- WHAT IS EXPECTED
When you have gone through the records, report how many lines include "them", giving the number and nothing more.

- DATA SHOWN
──────

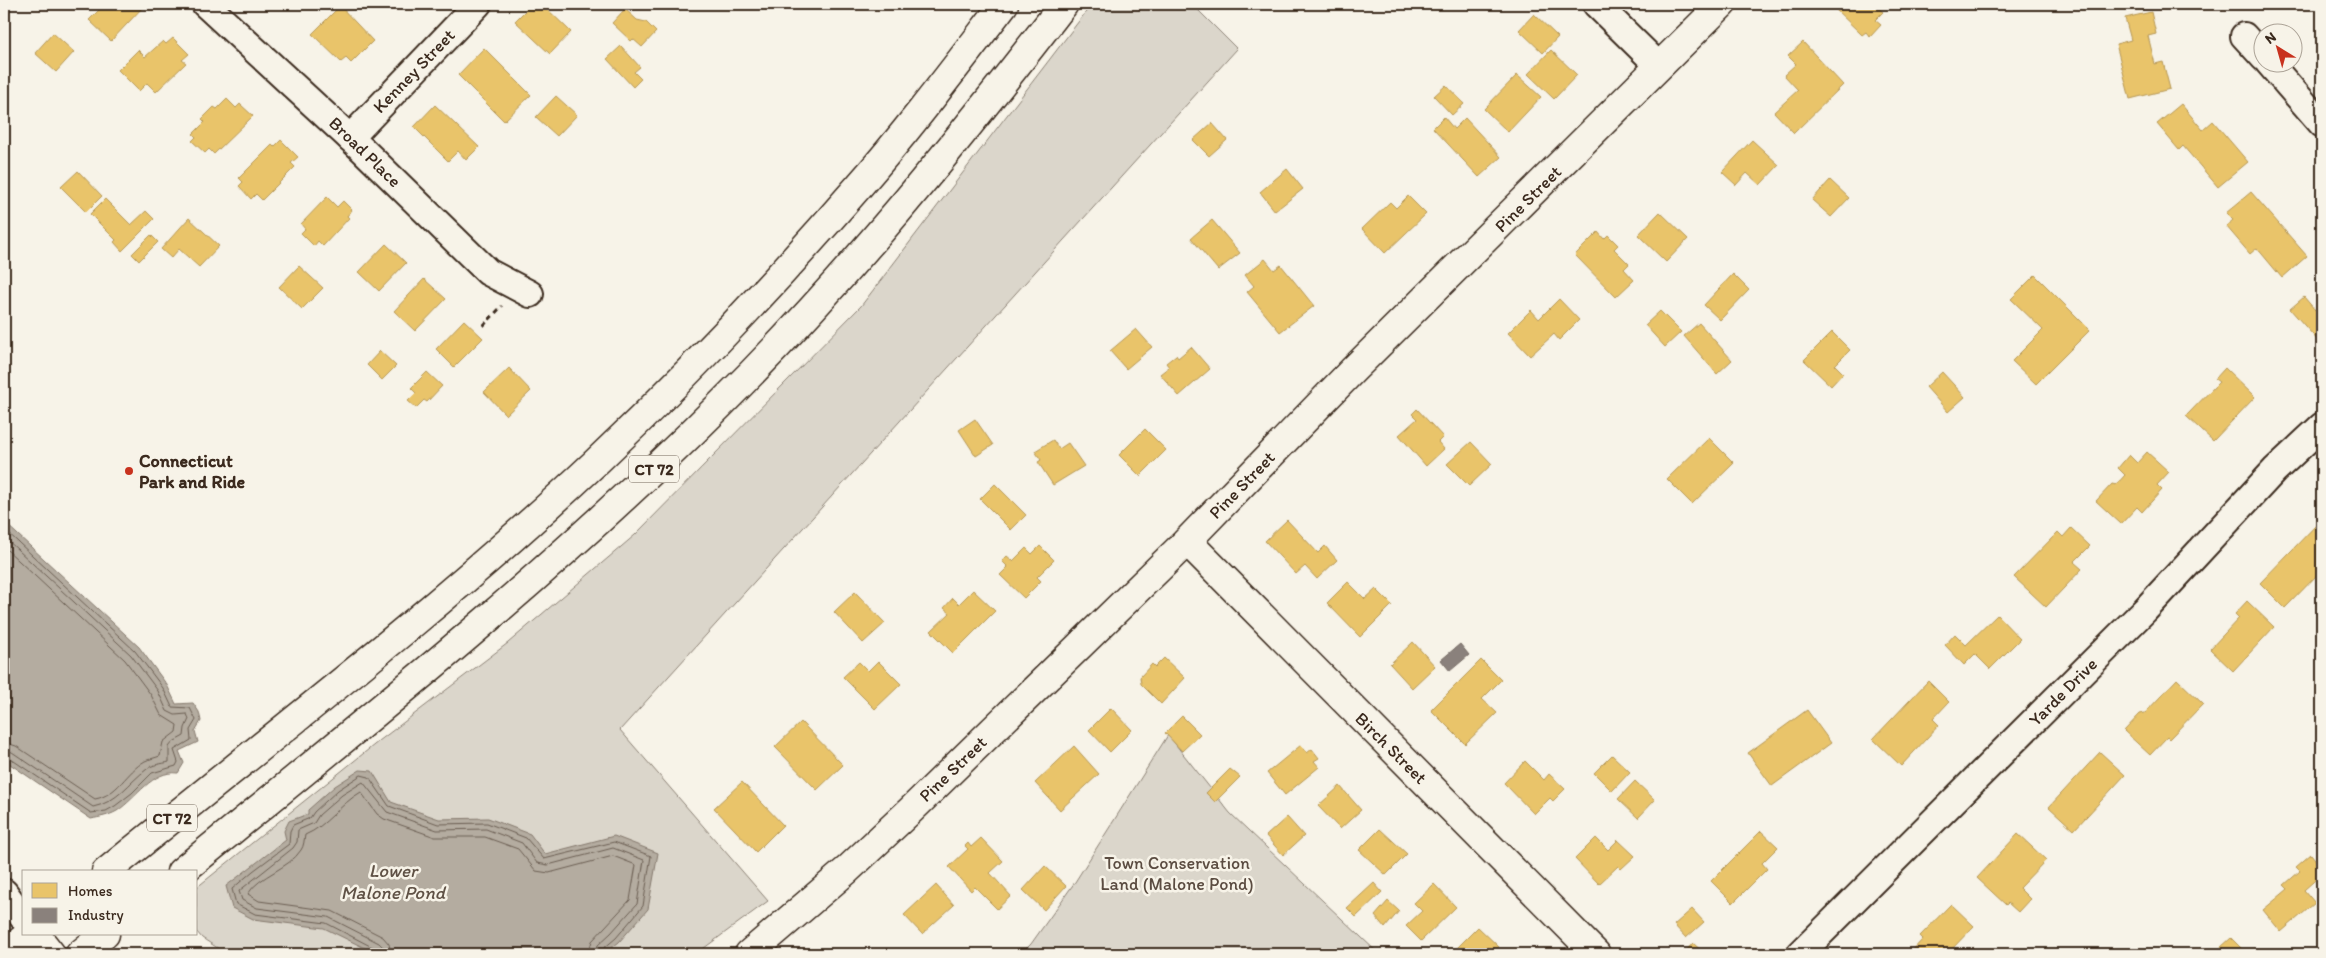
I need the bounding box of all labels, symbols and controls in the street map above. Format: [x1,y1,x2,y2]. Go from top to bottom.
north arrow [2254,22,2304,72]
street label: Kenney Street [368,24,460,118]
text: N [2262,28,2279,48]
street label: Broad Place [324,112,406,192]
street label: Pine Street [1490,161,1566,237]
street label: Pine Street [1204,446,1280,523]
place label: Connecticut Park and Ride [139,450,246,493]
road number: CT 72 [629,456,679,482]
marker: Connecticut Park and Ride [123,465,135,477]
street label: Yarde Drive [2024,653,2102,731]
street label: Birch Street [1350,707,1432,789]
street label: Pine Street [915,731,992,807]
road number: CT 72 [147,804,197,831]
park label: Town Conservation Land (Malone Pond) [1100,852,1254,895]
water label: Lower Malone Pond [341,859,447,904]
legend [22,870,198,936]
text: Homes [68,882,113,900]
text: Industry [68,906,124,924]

──────

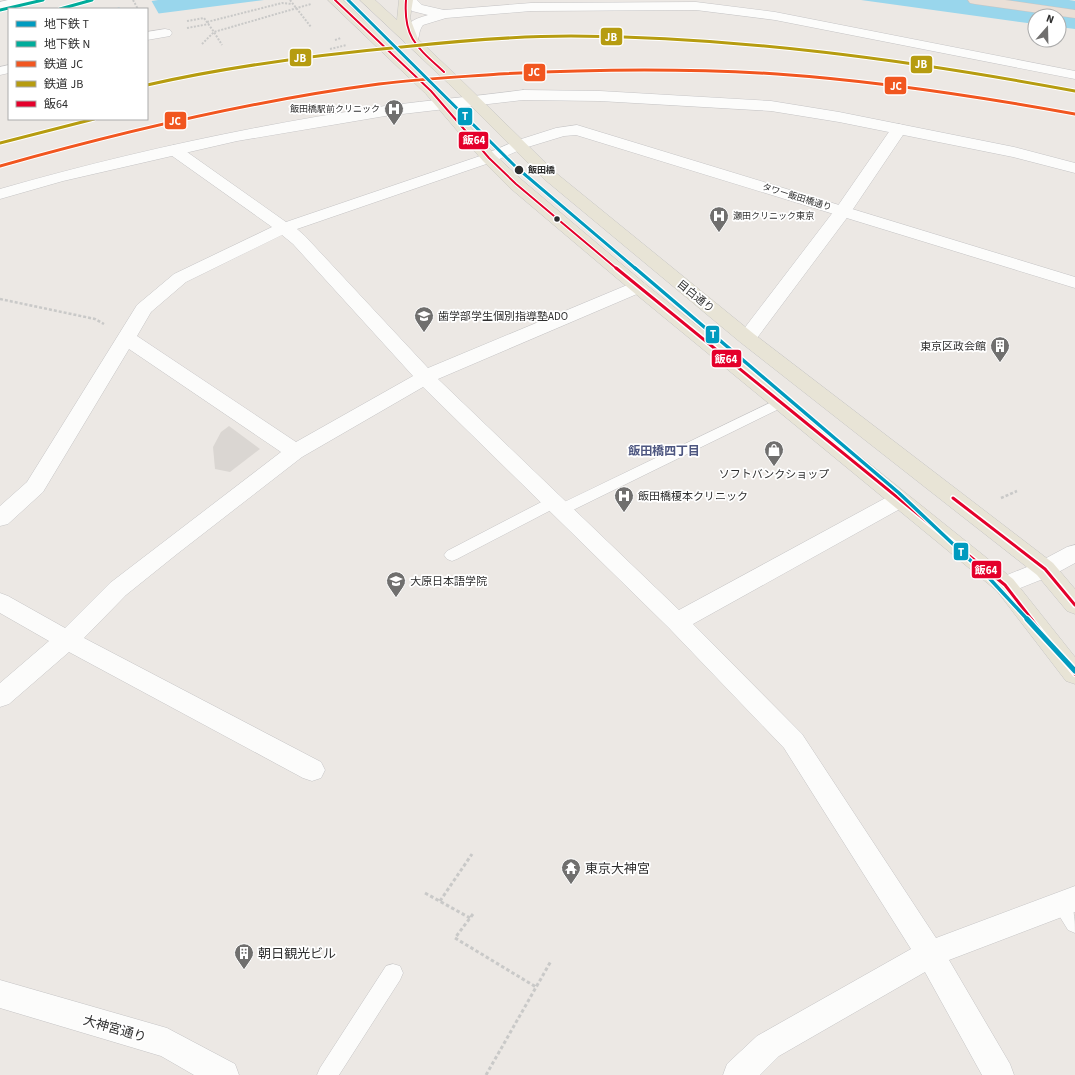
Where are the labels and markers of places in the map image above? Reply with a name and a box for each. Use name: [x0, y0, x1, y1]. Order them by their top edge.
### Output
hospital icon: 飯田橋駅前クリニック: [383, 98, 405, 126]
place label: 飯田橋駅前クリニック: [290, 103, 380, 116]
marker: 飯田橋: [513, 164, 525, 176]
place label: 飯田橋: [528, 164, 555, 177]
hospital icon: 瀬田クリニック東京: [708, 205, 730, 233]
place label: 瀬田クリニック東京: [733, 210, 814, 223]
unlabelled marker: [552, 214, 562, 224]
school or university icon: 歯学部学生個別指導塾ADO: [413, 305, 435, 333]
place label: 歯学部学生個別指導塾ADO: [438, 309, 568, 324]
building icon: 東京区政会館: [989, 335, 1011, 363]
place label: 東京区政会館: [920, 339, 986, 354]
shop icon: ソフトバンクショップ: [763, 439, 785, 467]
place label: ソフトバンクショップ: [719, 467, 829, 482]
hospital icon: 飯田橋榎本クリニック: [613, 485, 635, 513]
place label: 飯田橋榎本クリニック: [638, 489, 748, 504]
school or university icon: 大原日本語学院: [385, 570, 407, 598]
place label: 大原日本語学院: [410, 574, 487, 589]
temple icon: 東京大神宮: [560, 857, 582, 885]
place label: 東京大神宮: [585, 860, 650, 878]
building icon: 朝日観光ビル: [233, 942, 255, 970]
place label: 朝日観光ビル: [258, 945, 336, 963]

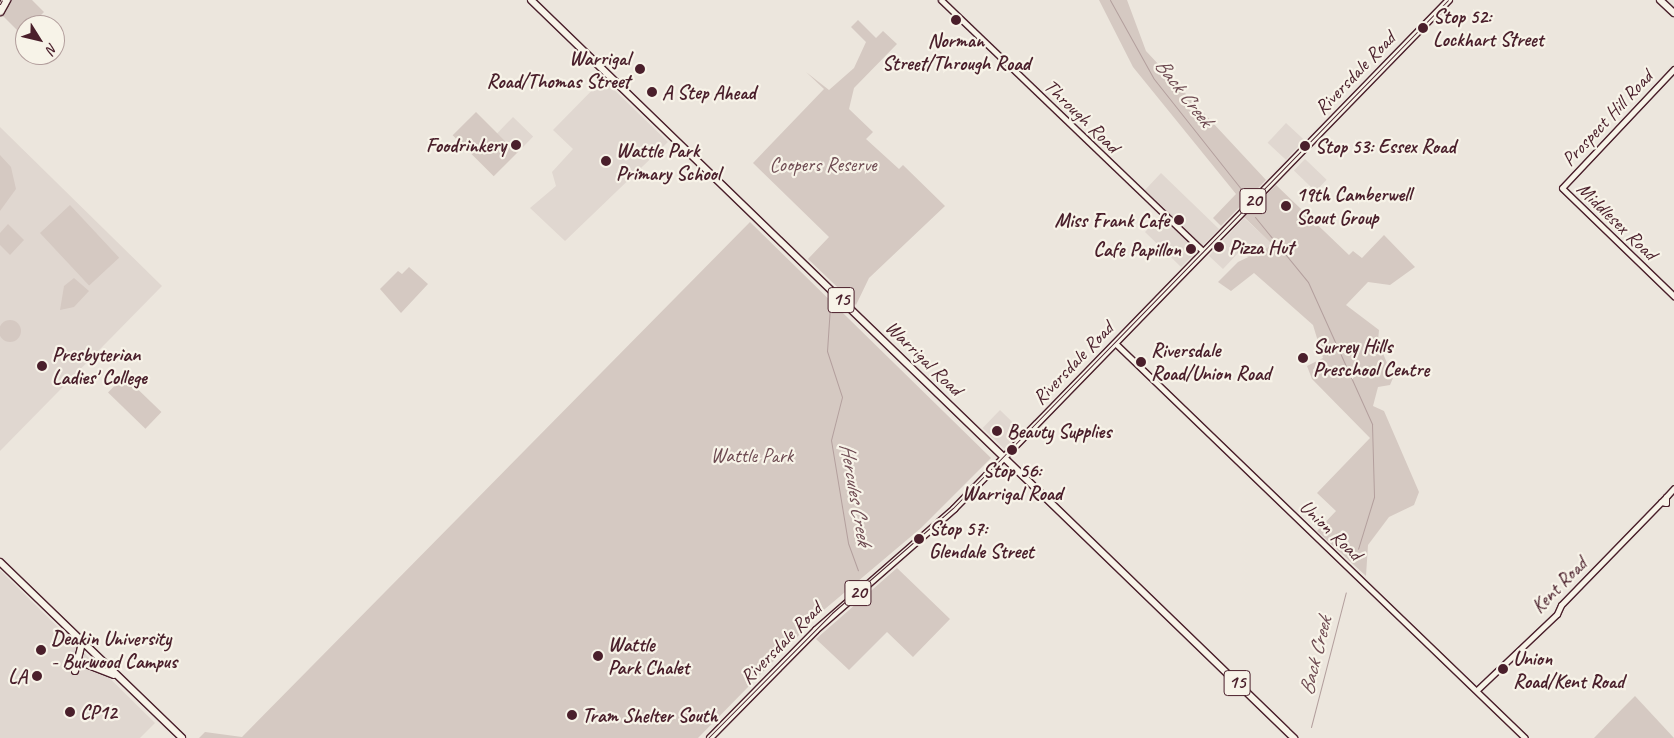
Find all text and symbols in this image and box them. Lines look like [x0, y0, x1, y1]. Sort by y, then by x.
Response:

──────

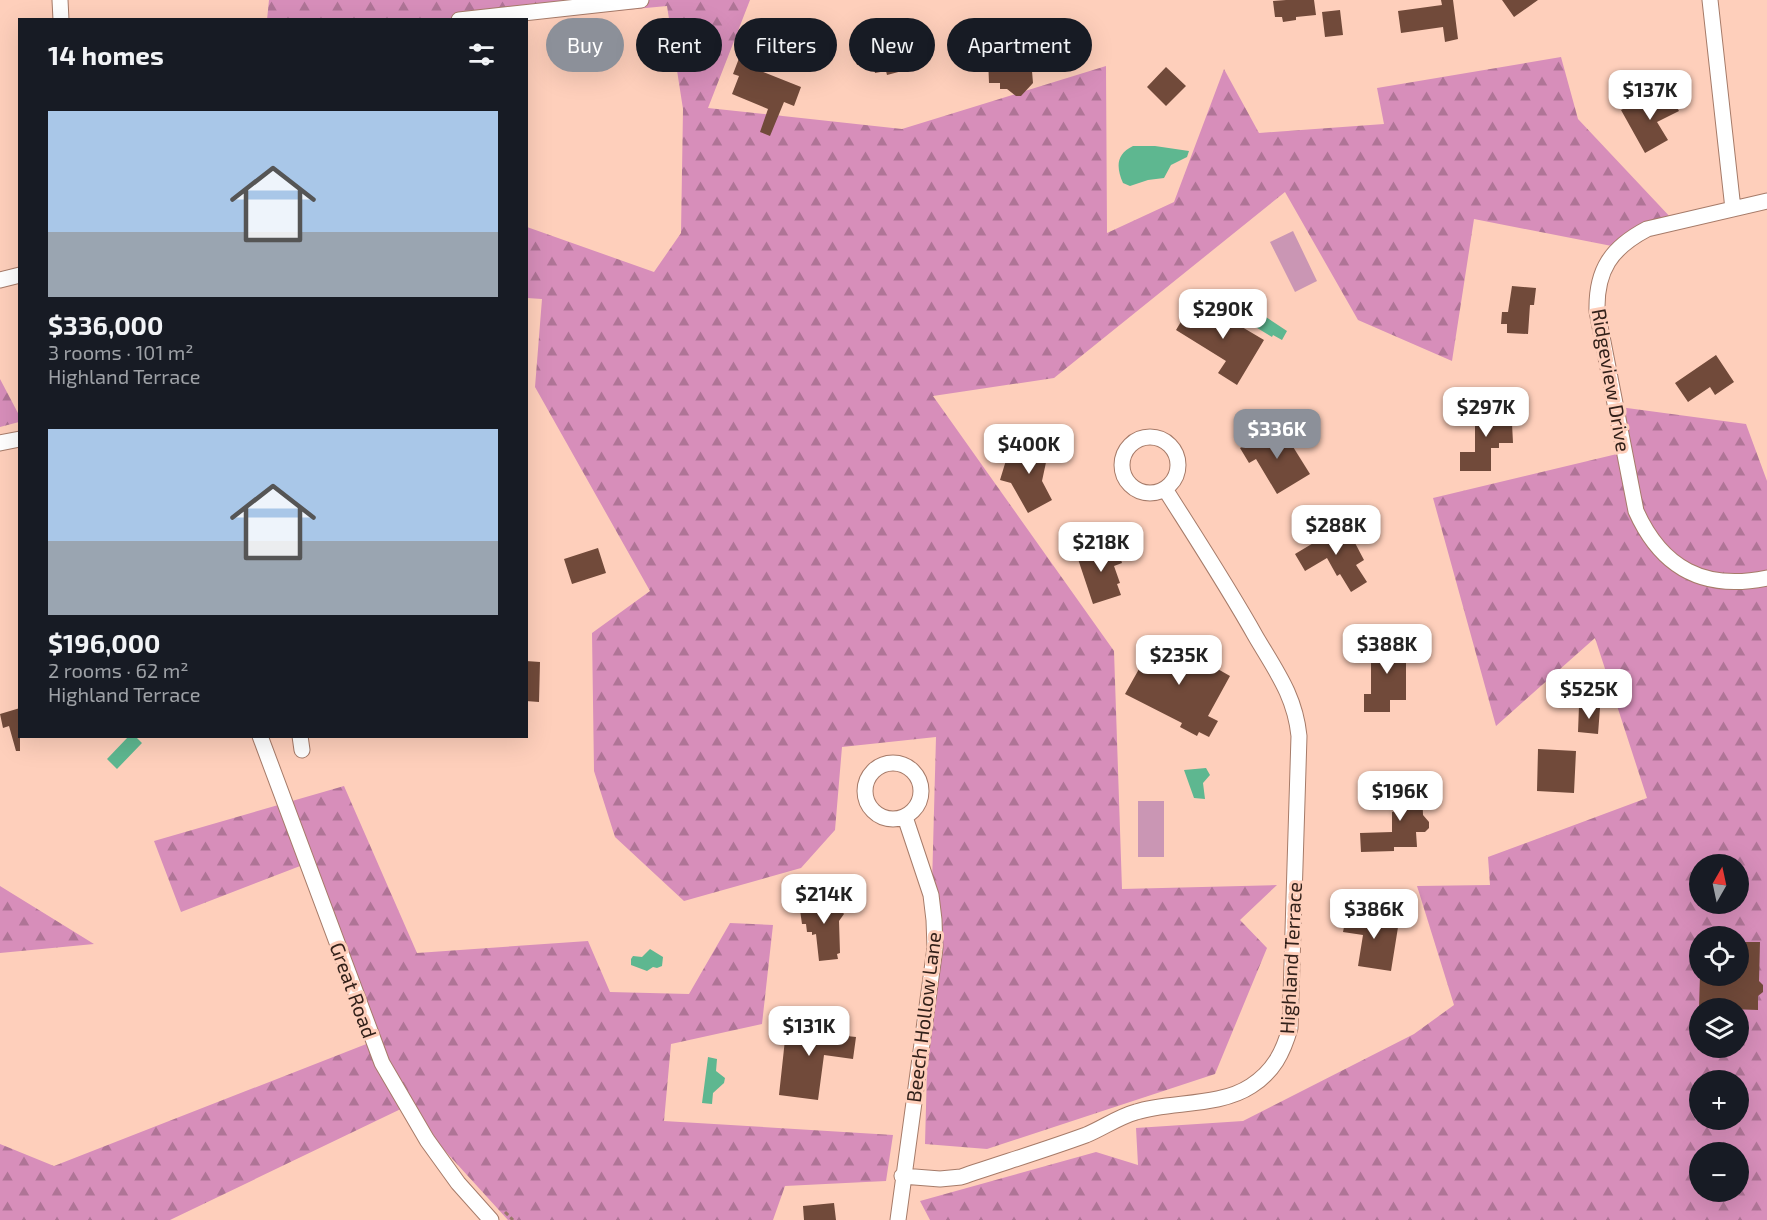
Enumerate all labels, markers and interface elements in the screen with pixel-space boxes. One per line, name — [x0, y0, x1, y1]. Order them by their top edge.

──────

- THE COMPLETED TASK
3